How to parallelize batch processing of photos?

I’m trying to batch run ~60,000 images from my photo library though Topaz for filtering, but it only processes 1 image at a time. With an M2 Ultra CPU there are plenty of resources available to process multiple photos in parallel… Currently it’s taking forever. I don’t see an option for parallel threads in Topaz, is there any way to enable this?

EDIT:

after rm -rf a .ds folder i got this command to work as intended, which means theres a hundred ways to do this, but I have no immediate solution on how to manage memory. I got 4 processes that each consume 10 gig of memory and it usually crash after the first photo is done. {TEXTI will check if making sure that earch thread does not get piped the same images might help, since I think I am using 4 threads to run 4 topaz instances that each need as much memory as a single thread.}

Parallell has built in option to not start process unless certain amount of ram is free, but after that it maxes out again.
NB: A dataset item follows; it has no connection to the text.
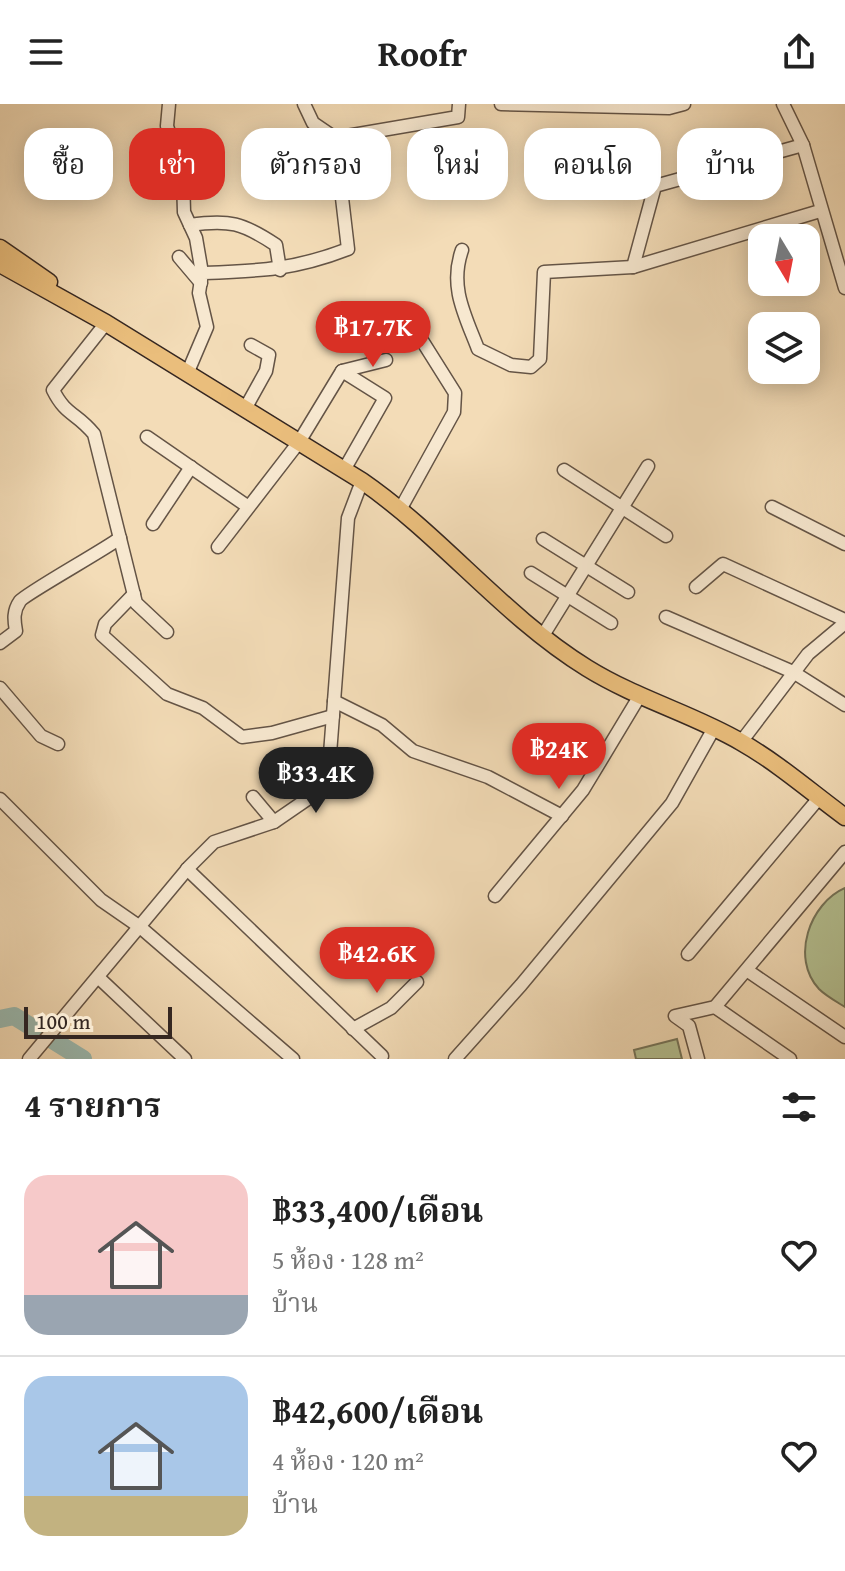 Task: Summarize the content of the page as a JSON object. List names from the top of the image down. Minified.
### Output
{"scale_bar":"100 m","north":"bottom","page":{"header":"Roofr","chip":["ซื้อ","เช่า","ตัวกรอง","ใหม่","คอนโด","บ้าน"],"price":["฿17.7K","฿24K","฿33.4K","฿42.6K"],"scale":"100 m","heading":"4 รายการ","list":[{"name":"฿33,400/เดือน","note":"5 ห้อง · 128 m² · บ้าน"},{"name":"฿42,600/เดือน","note":"4 ห้อง · 120 m² · บ้าน"}]}}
$ find . -maxdepth 1 -type f -print0 | parallel -0 -j 2 --memfree 4G topaz --cli {} --output ./test

Where -j2 --memfree 4G starts 2 threads and checks for at least 4 gig available mem before starting. It works but it takes a minute before my 2 topaz processes consumes 20 gig memory each :neutral_face:

This command got it technically working after ‘rm -rf .DS*’:

  • I have linked the cli binary to /usr/local/bin so that running “$ topaz” works anywhere. This command is ran while in the same folder as the images i wanted to process, and they are to ble placed in a new “test/” directory.
$ find . -maxdepth 1 -type f -print0 | parallel -0 -j 4 topaz --cli {} --output ./test --verbose

I got the original .tiff at 3024 × 4032 px and 37 MB
I also got a new .tiff under “test/” at 9072 × 12096 px and 658 MB, and is exactly as intended.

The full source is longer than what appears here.